What is needed -
Set down every line of the data exactly, skipping the pictures.

Data excerpts:
====

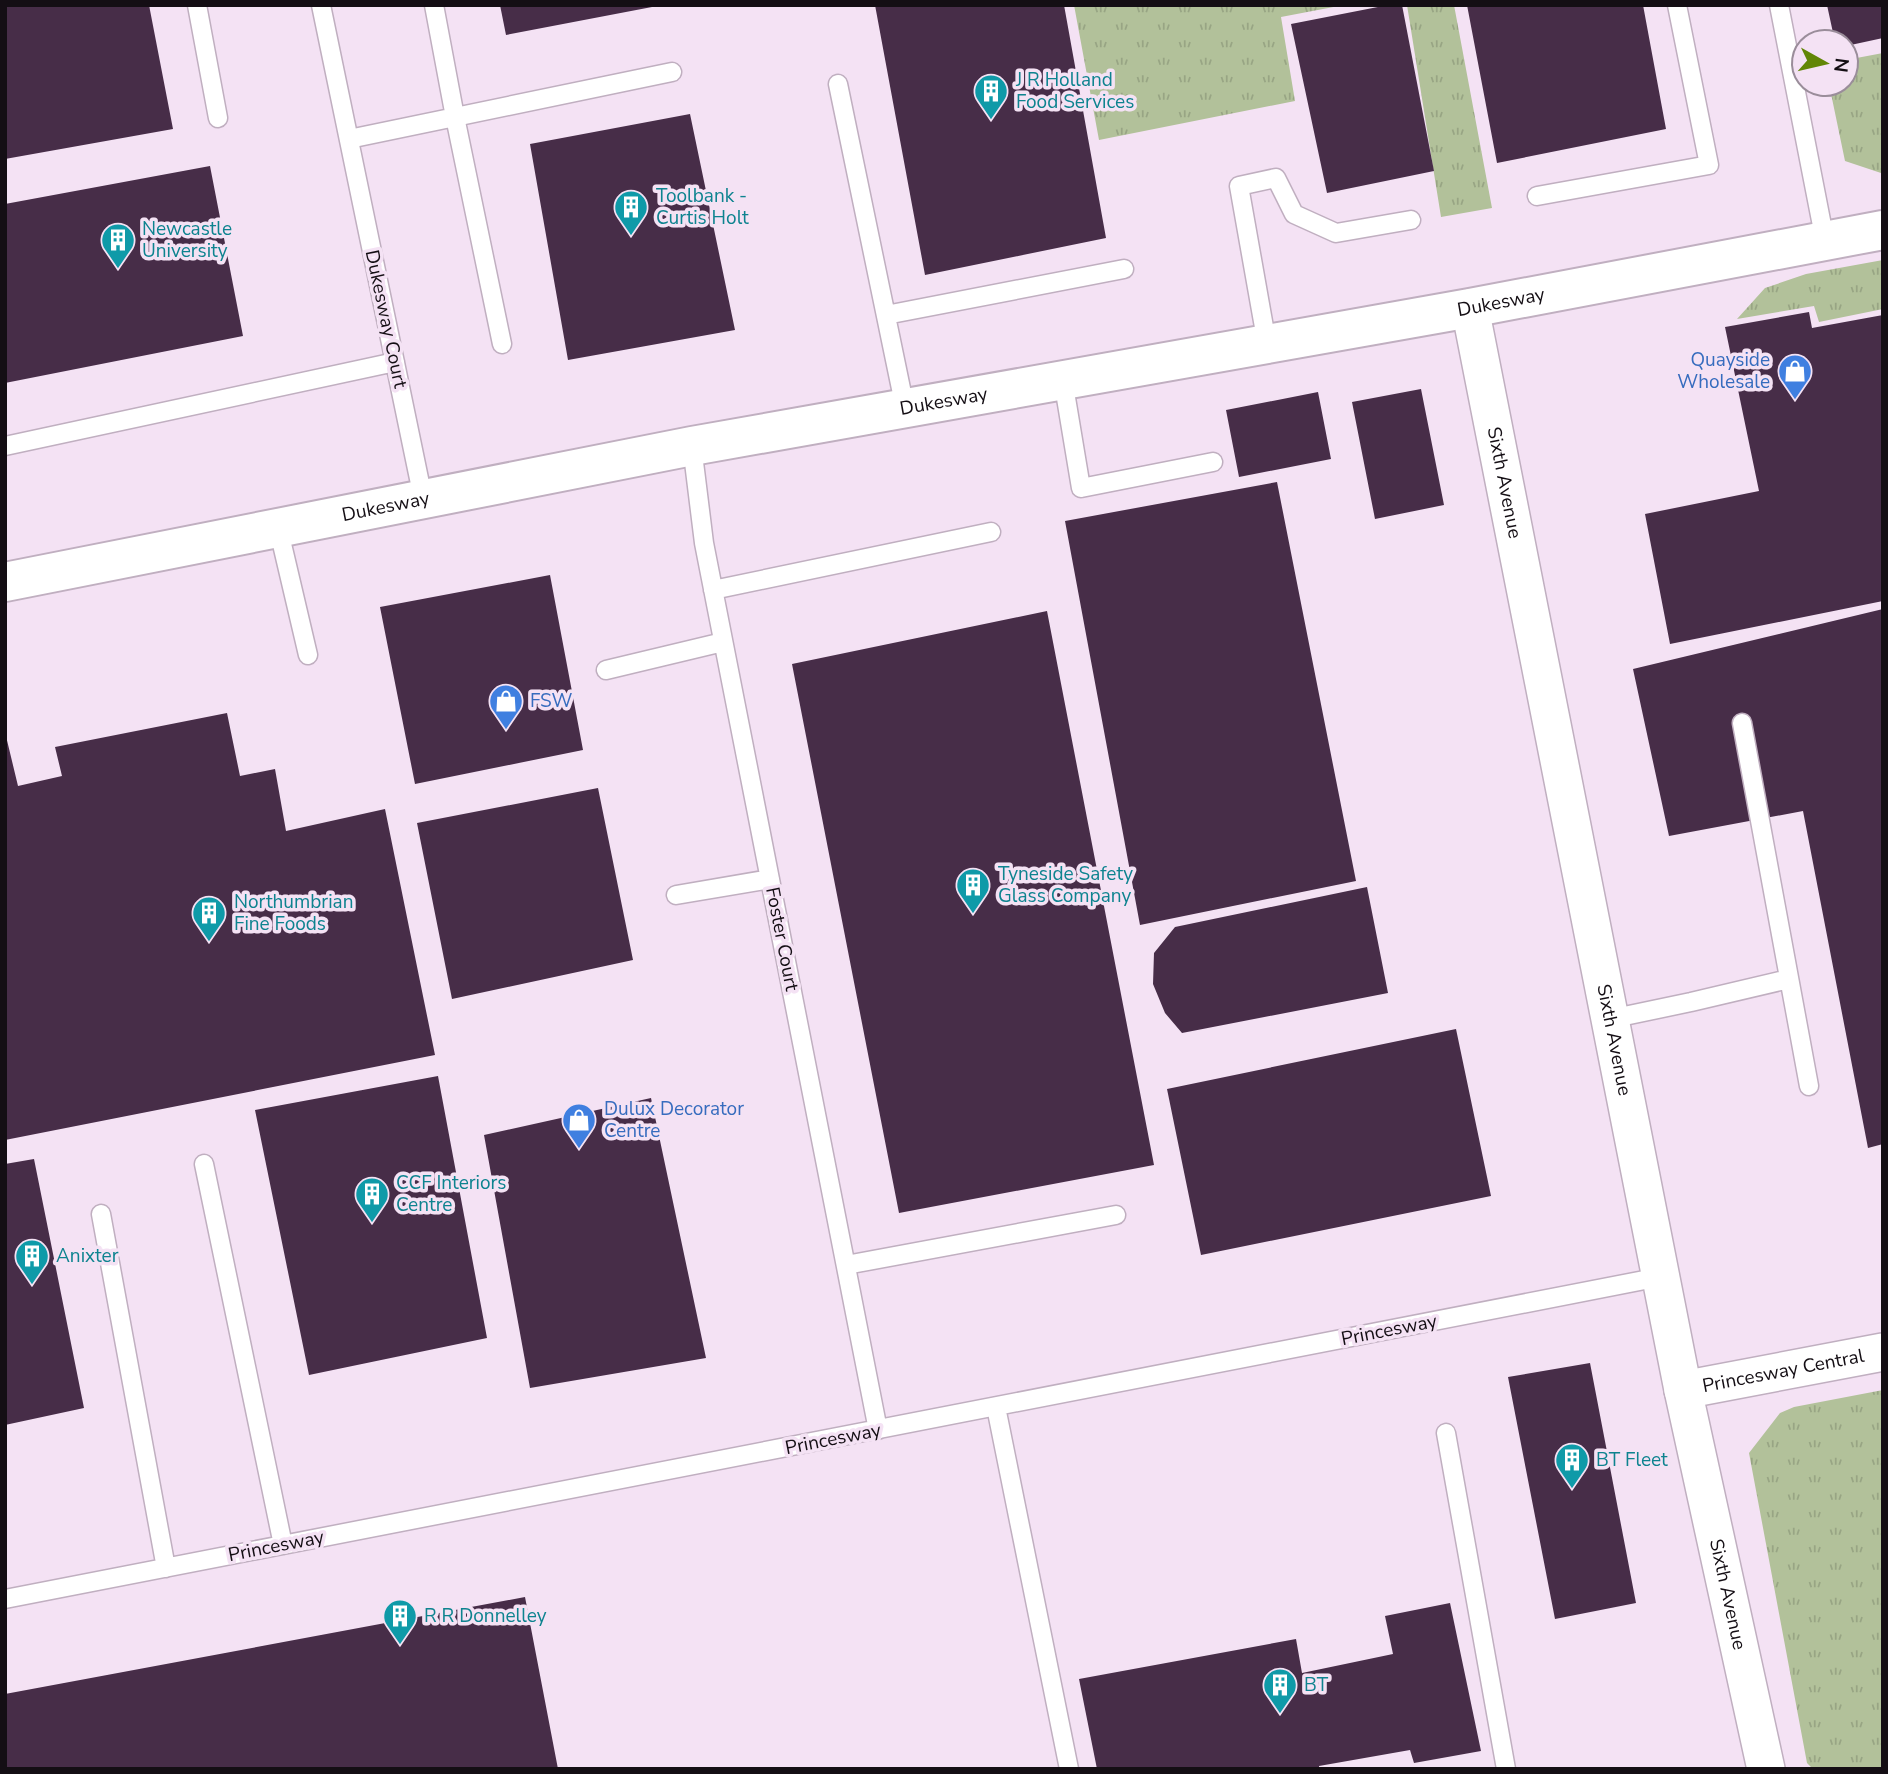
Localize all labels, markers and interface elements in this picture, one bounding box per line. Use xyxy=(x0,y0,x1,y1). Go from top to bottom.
north arrow xyxy=(1790,28,1860,98)
text: N xyxy=(1827,56,1855,74)
place label: J R Holland Food Services xyxy=(1015,67,1134,115)
building icon: J R Holland Food Services xyxy=(972,72,1010,121)
place label: Toolbank - Curtis Holt xyxy=(656,183,749,231)
building icon: Toolbank - Curtis Holt xyxy=(612,188,650,237)
place label: Newcastle University xyxy=(142,216,232,264)
building icon: Newcastle University xyxy=(99,221,137,270)
street label: Dukesway Court xyxy=(359,247,413,391)
street label: Dukesway xyxy=(1455,281,1547,323)
place label: Quayside Wholesale xyxy=(1677,347,1770,395)
shop icon: Quayside Wholesale xyxy=(1776,352,1814,401)
street label: Dukesway xyxy=(898,381,990,422)
street label: Sixth Avenue xyxy=(1481,425,1528,541)
street label: Dukesway xyxy=(340,485,432,528)
shop icon: FSW xyxy=(487,682,525,731)
place label: FSW xyxy=(530,688,572,714)
place label: Tyneside Safety Glass Company xyxy=(998,861,1133,909)
building icon: Tyneside Safety Glass Company xyxy=(954,866,992,915)
street label: Foster Court xyxy=(759,885,805,994)
place label: Northumbrian Fine Foods xyxy=(234,889,353,937)
building icon: Northumbrian Fine Foods xyxy=(190,894,228,943)
street label: Sixth Avenue xyxy=(1590,982,1638,1098)
place label: Dulux Decorator Centre xyxy=(604,1096,744,1144)
shop icon: Dulux Decorator Centre xyxy=(560,1101,598,1150)
place label: CCF Interiors Centre xyxy=(396,1170,506,1218)
building icon: CCF Interiors Centre xyxy=(353,1175,391,1224)
building icon: Anixter xyxy=(13,1237,51,1286)
place label: Anixter xyxy=(56,1243,119,1269)
street label: Princesway xyxy=(1339,1308,1439,1352)
street label: Princesway Central xyxy=(1700,1343,1867,1399)
street label: Princesway xyxy=(783,1417,883,1461)
building icon: BT Fleet xyxy=(1553,1441,1591,1490)
place label: BT Fleet xyxy=(1596,1447,1668,1473)
street label: Princesway xyxy=(226,1524,326,1568)
street label: Sixth Avenue xyxy=(1703,1536,1753,1652)
building icon: R R Donnelley xyxy=(381,1597,419,1646)
place label: R R Donnelley xyxy=(424,1603,547,1629)
building icon: BT xyxy=(1261,1666,1299,1715)
place label: BT xyxy=(1304,1672,1329,1698)

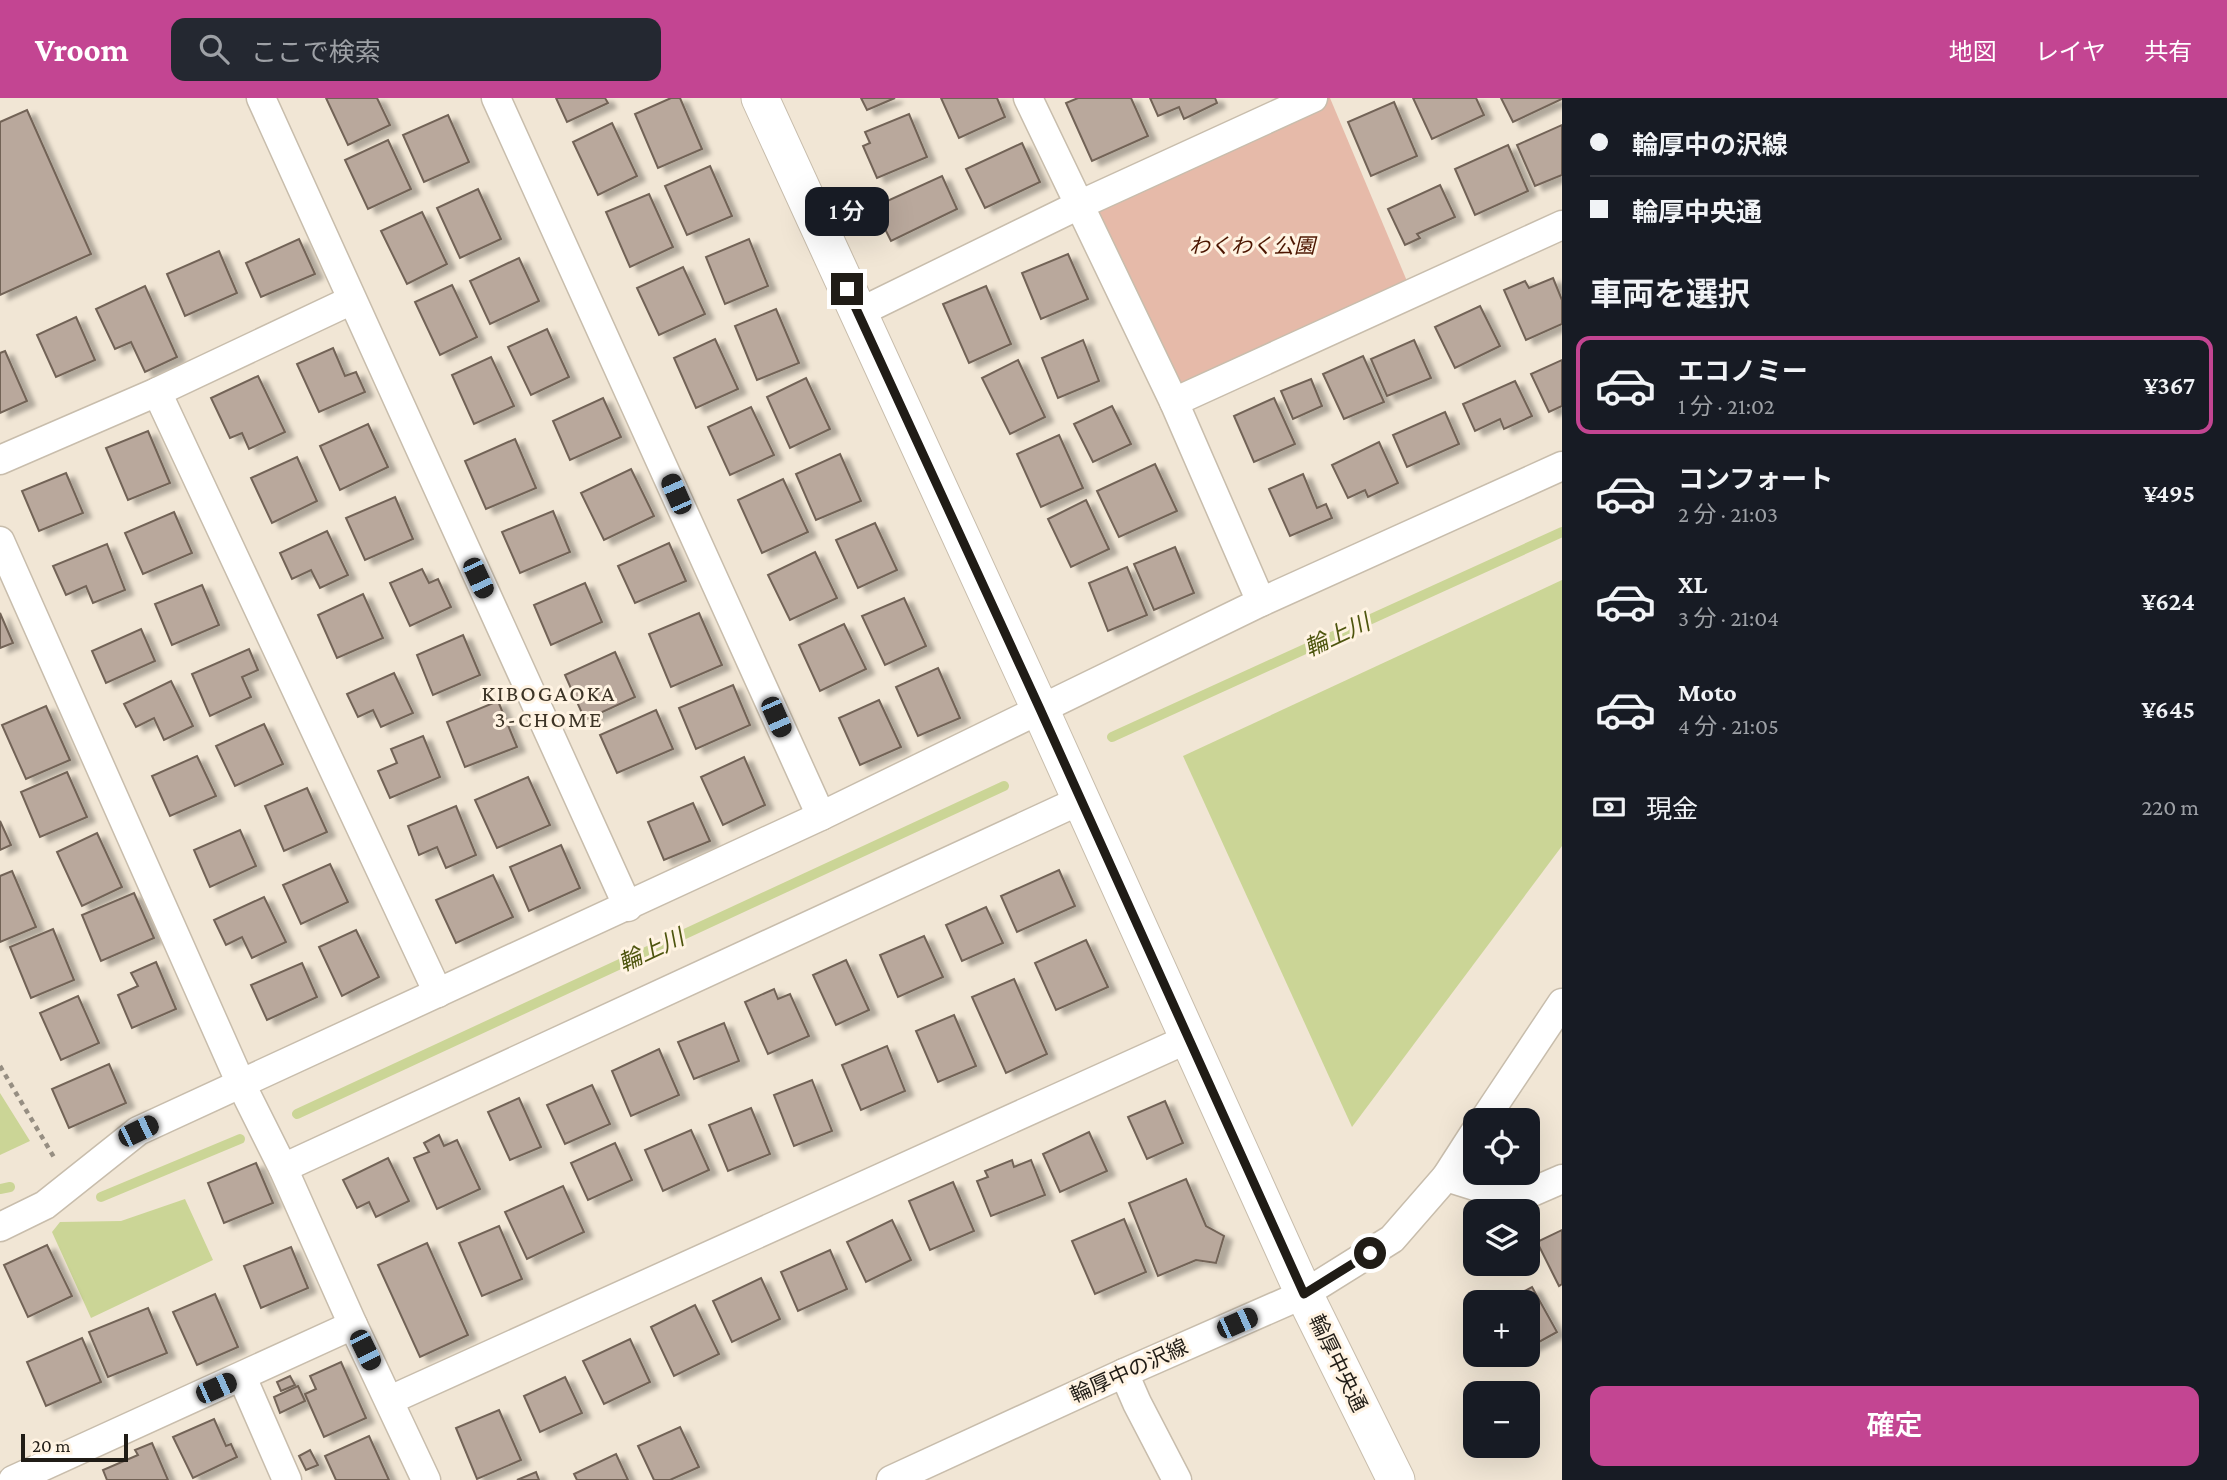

====

Answer to the exercise -
Localize all labels, markers and interface elements in this picture, one bounding box per line. Use xyxy=(x0,y0,x1,y1). Go from top to bottom.
north arrow xyxy=(1790,28,1860,98)
text: N xyxy=(1827,56,1855,74)
place label: J R Holland Food Services xyxy=(1015,67,1134,115)
building icon: J R Holland Food Services xyxy=(972,72,1010,121)
place label: Toolbank - Curtis Holt xyxy=(656,183,749,231)
building icon: Toolbank - Curtis Holt xyxy=(612,188,650,237)
place label: Newcastle University xyxy=(142,216,232,264)
building icon: Newcastle University xyxy=(99,221,137,270)
street label: Dukesway Court xyxy=(359,247,413,391)
street label: Dukesway xyxy=(1455,281,1547,323)
place label: Quayside Wholesale xyxy=(1677,347,1770,395)
shop icon: Quayside Wholesale xyxy=(1776,352,1814,401)
street label: Dukesway xyxy=(898,381,990,422)
street label: Sixth Avenue xyxy=(1481,425,1528,541)
street label: Dukesway xyxy=(340,485,432,528)
shop icon: FSW xyxy=(487,682,525,731)
place label: FSW xyxy=(530,688,572,714)
place label: Tyneside Safety Glass Company xyxy=(998,861,1133,909)
building icon: Tyneside Safety Glass Company xyxy=(954,866,992,915)
street label: Foster Court xyxy=(759,885,805,994)
place label: Northumbrian Fine Foods xyxy=(234,889,353,937)
building icon: Northumbrian Fine Foods xyxy=(190,894,228,943)
street label: Sixth Avenue xyxy=(1590,982,1638,1098)
place label: Dulux Decorator Centre xyxy=(604,1096,744,1144)
shop icon: Dulux Decorator Centre xyxy=(560,1101,598,1150)
place label: CCF Interiors Centre xyxy=(396,1170,506,1218)
building icon: CCF Interiors Centre xyxy=(353,1175,391,1224)
building icon: Anixter xyxy=(13,1237,51,1286)
place label: Anixter xyxy=(56,1243,119,1269)
street label: Princesway xyxy=(1339,1308,1439,1352)
street label: Princesway Central xyxy=(1700,1343,1867,1399)
street label: Princesway xyxy=(783,1417,883,1461)
building icon: BT Fleet xyxy=(1553,1441,1591,1490)
place label: BT Fleet xyxy=(1596,1447,1668,1473)
street label: Princesway xyxy=(226,1524,326,1568)
street label: Sixth Avenue xyxy=(1703,1536,1753,1652)
building icon: R R Donnelley xyxy=(381,1597,419,1646)
place label: R R Donnelley xyxy=(424,1603,547,1629)
building icon: BT xyxy=(1261,1666,1299,1715)
place label: BT xyxy=(1304,1672,1329,1698)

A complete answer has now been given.